Since the PMTU/fragmentation problem needs to be tackled by any
mature map-encap scheme, and since your intention is to ignore the
problem if you think some high proportion of links in the DFZ
("transit paths" was the term you used in section 5.) support
jumboframes, I think it would help folks evaluating LISP if you had
more substantial research.

For instance, somehow get a bunch of border routers in a bunch of
ISPs and AS end-user networks and find out what the PMTU is from
each such router to all the rest.  Then, somehow characterise how
representative the sample is, so that the results can be
extrapolated in some meaningful way to all existing ISP and AS
end-user networks.

Your plan to wait until you have a LISP pilot running doesn't seem
as good as doing proper research now.  Waiting until a pilot
deployment delays the gathering of the important information, and
would be for only a small number of participating networks.
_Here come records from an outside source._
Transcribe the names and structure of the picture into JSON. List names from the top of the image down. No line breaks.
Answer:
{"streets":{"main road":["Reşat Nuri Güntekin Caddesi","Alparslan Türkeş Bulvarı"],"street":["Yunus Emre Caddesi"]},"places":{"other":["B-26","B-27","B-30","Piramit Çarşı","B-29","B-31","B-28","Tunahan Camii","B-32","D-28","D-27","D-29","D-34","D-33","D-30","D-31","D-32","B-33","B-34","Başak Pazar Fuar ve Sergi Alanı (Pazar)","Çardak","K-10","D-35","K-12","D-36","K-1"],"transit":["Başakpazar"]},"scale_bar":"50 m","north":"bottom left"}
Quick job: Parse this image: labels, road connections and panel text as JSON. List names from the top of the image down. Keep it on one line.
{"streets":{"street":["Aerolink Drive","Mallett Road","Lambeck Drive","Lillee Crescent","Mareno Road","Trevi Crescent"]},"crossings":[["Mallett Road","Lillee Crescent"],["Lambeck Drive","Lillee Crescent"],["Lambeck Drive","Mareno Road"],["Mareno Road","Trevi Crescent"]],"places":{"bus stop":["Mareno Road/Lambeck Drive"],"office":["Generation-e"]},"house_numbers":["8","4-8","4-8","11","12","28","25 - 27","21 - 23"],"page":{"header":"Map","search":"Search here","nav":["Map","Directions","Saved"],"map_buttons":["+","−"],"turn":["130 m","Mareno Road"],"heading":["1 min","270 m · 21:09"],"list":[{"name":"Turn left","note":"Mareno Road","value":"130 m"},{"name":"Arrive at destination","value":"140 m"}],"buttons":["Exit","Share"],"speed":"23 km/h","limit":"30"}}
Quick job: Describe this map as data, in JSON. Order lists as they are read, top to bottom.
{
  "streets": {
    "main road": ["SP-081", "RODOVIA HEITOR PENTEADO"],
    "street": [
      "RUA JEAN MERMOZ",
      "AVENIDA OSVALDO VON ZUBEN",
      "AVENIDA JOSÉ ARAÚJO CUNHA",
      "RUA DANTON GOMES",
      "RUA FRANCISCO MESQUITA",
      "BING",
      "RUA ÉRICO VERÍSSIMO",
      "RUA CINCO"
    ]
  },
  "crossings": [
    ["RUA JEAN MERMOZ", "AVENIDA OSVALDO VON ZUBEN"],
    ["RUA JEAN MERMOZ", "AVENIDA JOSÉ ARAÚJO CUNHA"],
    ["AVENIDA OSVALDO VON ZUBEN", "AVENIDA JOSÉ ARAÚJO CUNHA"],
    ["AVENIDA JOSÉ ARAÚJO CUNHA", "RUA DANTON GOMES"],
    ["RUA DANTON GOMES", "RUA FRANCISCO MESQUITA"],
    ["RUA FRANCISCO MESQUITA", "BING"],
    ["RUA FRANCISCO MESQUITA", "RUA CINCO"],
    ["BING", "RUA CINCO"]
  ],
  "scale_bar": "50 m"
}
Some other things I am keen to know are:

1 - How far do "jumboframe" links go into these ISP and AS
    end-user networks.  (Therefore how deep in these networks -
    meaning close to and ISPs' customers' networks - can you place
    ITRs and ETRs.  This strongly affects how you spread the load,
    the capacity these devices must have etc.)

     (Later in your response, you surprised me by stating
      you recommend ITR and ETR functions be in CE routers.
      I had assumed you meant ISP border routers.)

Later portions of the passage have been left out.